Appalachian Trail – Davenport Gap to Mount Cammerer (Almost) – Great Smoky Mountains National Park
Location: Appalachian Trail at Davenport Gap.
Distance: I made 4.72 miles before my left knee objected and I turned around. 9.5 miles round trip.
Total Ascent: 2,695 feet. (To the 4.72 mile mark.)
Time: 6:11 round trip.
Weather: Clear, 37 degrees. There was an inch or two of snow at Davenport Gap; over 1 foot of snow as I neared Mt. Cammerer.
Gear: Vasque Bitterroot Boots (Break-in day hike.) Superfeet insoles, Baselayers, MH Warlow softshell pants, Leki Trekking Poles (demo from www.riversportsoutfitters.com)
Since I bought my new boots, Mt. Cammerer and it’s unique stone lookout tower has been at the top of my to do list. Unfortunately, I attempted this strenuous hike a little too soon, and I only managed to get to the flanks of Mt. Cammerer before my left knee decided it was time to limp back.
The weather was beautiful: 37 degrees and the sky was a deep, clear blue. The trail was very muddy and the ground was covered with an inch or two of snow:
The early going was slow, slogging through the mud.

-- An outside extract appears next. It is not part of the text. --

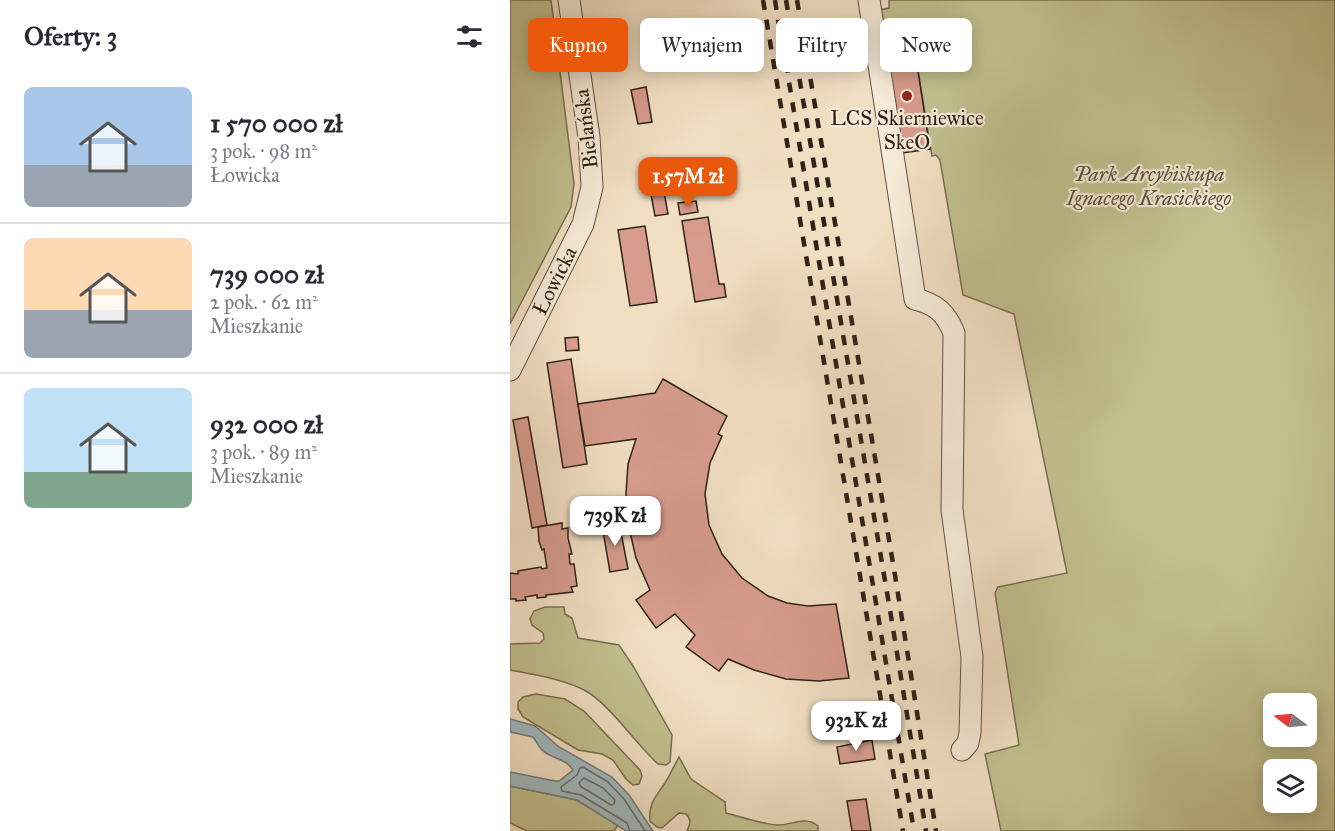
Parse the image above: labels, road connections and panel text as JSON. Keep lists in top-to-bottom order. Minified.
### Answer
{"streets":{"street":["Bielańska","Łowicka"]},"crossings":[["Bielańska","Łowicka"]],"parks":["Park Arcybiskupa Ignacego Krasickiego"],"places":["LCS Skierniewice SkeO"],"north":"left","page":{"heading":"Oferty: 3","chip":["Kupno","Wynajem","Filtry","Nowe"],"list":[{"name":"1 570 000 zł","note":"3 pok. · 98 m² · Łowicka"},{"name":"739 000 zł","note":"2 pok. · 62 m² · Mieszkanie"},{"name":"932 000 zł","note":"3 pok. · 89 m² · Mieszkanie"}],"price":["1.57M zł","739K zł","932K zł"]}}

As the snow covered the trail, the trail turned a little treacherous as prior footprints had frozen over and footing was very sketchy. The views off the ridge, however, were stunning:
The snow covering the trail steadily increased throughout my hike:
About a half mile past the Davenport Gap Shelter, the AT makes a left turn to follow the contour of the ridge, and a gap in the trees offers a stunning view of Mt. Cammerer:
Unfortunately, that photo was taken at 200mm. Here’s what it looked like from the trail:
Mt. Cammerer is the highest little bump in the center of the photo.
This stunning view of my destination caused mixed emotions: I now wanted more than ever to see the views from the top of that peak, but the remaining distance (over 4 miles) and elevation to be gained (about 2,300 feet) was staggering given that I’m trying to get back into hiking shape.
Just past this AT Blaze, the trail levels out until the junction with Chestnut Branch Trail at 1.9 miles:
The junction with Chestnut Branch Trail is at 1.9 miles:
Just West of Chestnut Branch, I came across this Fir or Pine cone lying in the trail:
The mile between Chestnut Branch Trail and Lower Mount Cammerer Trail is moderate grade through the forest and rhododendron thickets. Lower Mount Cammerer Trail is 7.4 miles and joins the AT with Cosby Campground.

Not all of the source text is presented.